Can anyone help me understand this behavior.
Edit: Full cpp code and new times w/ warmup and lfence before rdtsc.
New Code
#include <assert.h>
#include <immintrin.h>
#include <stdint.h>
#include <stdio.h>
#include <stdlib.h>
#include <string.h>
#include <time.h>
#include <x86intrin.h>
#include <type_traits>
#define BENCH_FUNC_ATTR __attribute__((aligned(64), noinline, noclone))
#ifndef SIX_BYTES_COMPUTATION
#define SIX_BYTES_COMPUTATION 0
#endif
#ifndef WITH_NOP_BEFORE_DECL
#define WITH_NOP_BEFORE_DECL 0
#endif
#ifndef BREAK_DEPENDENCY
#define BREAK_DEPENDENCY 0
#endif
void BENCH_FUNC_ATTR
bench() {
uint64_t start, end;
const uint64_t N = (1UL << 24);
const uint64_t WARMUP_N = N << 3;
uint64_t v0, v1, dst, loop_cnt;
asm volatile(
"xorl %k[v0], %k[v0]\n\t"
"movl $1, %k[v1]\n\t"
"movl %[N], %k[loop_cnt]\n\t"
".p2align 6\n\t"
"1:\n\t"
"xorl %k[loop_cnt], %k[v0]\n\t"
"xorl %k[loop_cnt], %k[v1]\n\t"
"movl %k[v0], %k[dst]\n\t"
".p2align 4\n\t"
"decl %k[loop_cnt]\n\t"
"jnz 1b\n\t"
: [ v0 ] "=&r"(v0), [ v1 ] "=&r"(v1), [ dst ] "=&r"(dst),
[ loop_cnt ] "=&r"(loop_cnt)
: [ N ] "i"(WARMUP_N)
: "cc", "memory");
asm volatile("lfence\n\t" : : : "memory");
start = _rdtsc();
asm volatile(
"xorl %k[v0], %k[v0]\n\t"
"movl $1, %k[v1]\n\t"
"movl %[N], %k[loop_cnt]\n\t"
"lfence\n\t"
".p2align 6\n\t"
"1:\n\t"
#if SIX_BYTES_COMPUTATION
"xorl %k[loop_cnt], %k[v0]\n\t"
"xorl %k[loop_cnt], %k[v1]\n\t"
"movl %k[v0], %k[dst]\n\t"
#else
"nop\n\t"
"nop\n\t"
"nop\n\t"
"nop\n\t"
"nop\n\t"
"nop\n\t"
#endif
".p2align 4\n\t"
#if WITH_NOP_BEFORE_DECL
"nop\n\t"
#endif
#if BREAK_DEPENDENCY
"xorl %k[v0], %k[v0]\n\t"
"xorl %k[v1], %k[v1]\n\t"
#endif
"decl %k[loop_cnt]\n\t"
"jnz 1b\n\t"
"lfence\n\t"
: [ v0 ] "=&r"(v0), [ v1 ] "=&r"(v1), [ dst ] "=&r"(dst),
[ loop_cnt ] "=&r"(loop_cnt)
: [ N ] "i"(N)
: "cc", "memory");
end = _rdtsc();
double dif = end - start;
dif /= N;
printf(
"SIX_BYTES_COMPUTATION - [%s], WITH_NOP_BEFORE_DECL - [%s], "
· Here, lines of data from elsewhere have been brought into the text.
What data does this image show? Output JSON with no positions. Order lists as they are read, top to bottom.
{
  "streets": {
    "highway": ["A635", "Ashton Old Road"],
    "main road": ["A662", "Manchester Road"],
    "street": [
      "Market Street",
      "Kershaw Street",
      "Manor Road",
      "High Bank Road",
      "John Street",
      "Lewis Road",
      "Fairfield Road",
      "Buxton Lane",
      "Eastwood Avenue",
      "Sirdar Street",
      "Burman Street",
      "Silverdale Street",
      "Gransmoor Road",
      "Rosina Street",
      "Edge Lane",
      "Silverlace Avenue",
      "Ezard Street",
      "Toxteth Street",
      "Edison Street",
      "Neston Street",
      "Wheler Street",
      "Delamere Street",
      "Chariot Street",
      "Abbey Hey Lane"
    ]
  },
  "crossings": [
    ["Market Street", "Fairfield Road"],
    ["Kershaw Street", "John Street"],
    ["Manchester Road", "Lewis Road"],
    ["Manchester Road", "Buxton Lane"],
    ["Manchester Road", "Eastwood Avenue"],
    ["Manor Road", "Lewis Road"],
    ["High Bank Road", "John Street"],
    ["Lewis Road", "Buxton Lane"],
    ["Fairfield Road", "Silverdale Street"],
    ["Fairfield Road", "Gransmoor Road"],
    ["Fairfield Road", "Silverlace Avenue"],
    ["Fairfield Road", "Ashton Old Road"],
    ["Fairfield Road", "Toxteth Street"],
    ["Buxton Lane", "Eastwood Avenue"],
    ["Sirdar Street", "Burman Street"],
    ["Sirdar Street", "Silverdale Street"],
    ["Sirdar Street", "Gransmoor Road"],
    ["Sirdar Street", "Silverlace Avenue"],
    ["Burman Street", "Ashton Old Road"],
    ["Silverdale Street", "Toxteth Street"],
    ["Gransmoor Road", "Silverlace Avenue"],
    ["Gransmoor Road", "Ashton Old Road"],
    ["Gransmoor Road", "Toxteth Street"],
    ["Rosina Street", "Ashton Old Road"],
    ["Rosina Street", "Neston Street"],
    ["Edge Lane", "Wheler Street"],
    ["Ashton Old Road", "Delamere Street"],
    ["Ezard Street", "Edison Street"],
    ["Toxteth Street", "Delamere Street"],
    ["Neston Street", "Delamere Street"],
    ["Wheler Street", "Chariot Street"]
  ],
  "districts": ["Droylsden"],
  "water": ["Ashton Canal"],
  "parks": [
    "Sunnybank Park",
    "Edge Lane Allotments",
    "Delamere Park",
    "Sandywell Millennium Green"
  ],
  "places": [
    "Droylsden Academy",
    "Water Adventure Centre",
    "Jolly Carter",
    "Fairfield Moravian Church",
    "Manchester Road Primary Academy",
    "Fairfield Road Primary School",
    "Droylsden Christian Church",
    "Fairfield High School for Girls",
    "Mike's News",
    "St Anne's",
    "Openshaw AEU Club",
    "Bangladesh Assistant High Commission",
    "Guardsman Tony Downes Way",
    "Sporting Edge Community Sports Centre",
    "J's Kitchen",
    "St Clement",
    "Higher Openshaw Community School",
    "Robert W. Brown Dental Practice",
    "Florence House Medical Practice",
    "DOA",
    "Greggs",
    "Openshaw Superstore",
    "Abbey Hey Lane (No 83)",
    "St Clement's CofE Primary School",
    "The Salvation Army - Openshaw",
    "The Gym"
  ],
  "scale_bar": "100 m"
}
"BREAK_DEPENDENCY - [%s]\n\t",
SIX_BYTES_COMPUTATION ? "ON" : "OFF",
WITH_NOP_BEFORE_DECL ? "ON" : "OFF", BREAK_DEPENDENCY ? "ON" : "OFF");
printf("%.3lf \"Cycles\"\n", dif);
}
int
main(int argc, char ** argv) {
bench();
}
Run Code Online (Sandbox Code Playgroud)
New Times
SIX_BYTES_COMPUTATION - [OFF], WITH_NOP_BEFORE_DECL - [OFF], BREAK_DEPENDENCY - [OFF]
0.674 "Cycles"
SIX_BYTES_COMPUTATION - [OFF], WITH_NOP_BEFORE_DECL - [ON], BREAK_DEPENDENCY - [OFF]
0.799 "Cycles"
SIX_BYTES_COMPUTATION - [ON], WITH_NOP_BEFORE_DECL - [OFF], BREAK_DEPENDENCY - [OFF]
0.747 "Cycles"
SIX_BYTES_COMPUTATION - [ON], WITH_NOP_BEFORE_DECL - [ON], BREAK_DEPENDENCY - [OFF]
0.650 "Cycles"
SIX_BYTES_COMPUTATION - [ON], WITH_NOP_BEFORE_DECL - [OFF], BREAK_DEPENDENCY - [OFF]
0.727 "Cycles"
SIX_BYTES_COMPUTATION - [ON], WITH_NOP_BEFORE_DECL - [OFF], BREAK_DEPENDENCY - [ON]
0.645 "Cycles"
Run Code Online (Sandbox Code Playgroud)
New times have the same trend as before just they are all alot faster.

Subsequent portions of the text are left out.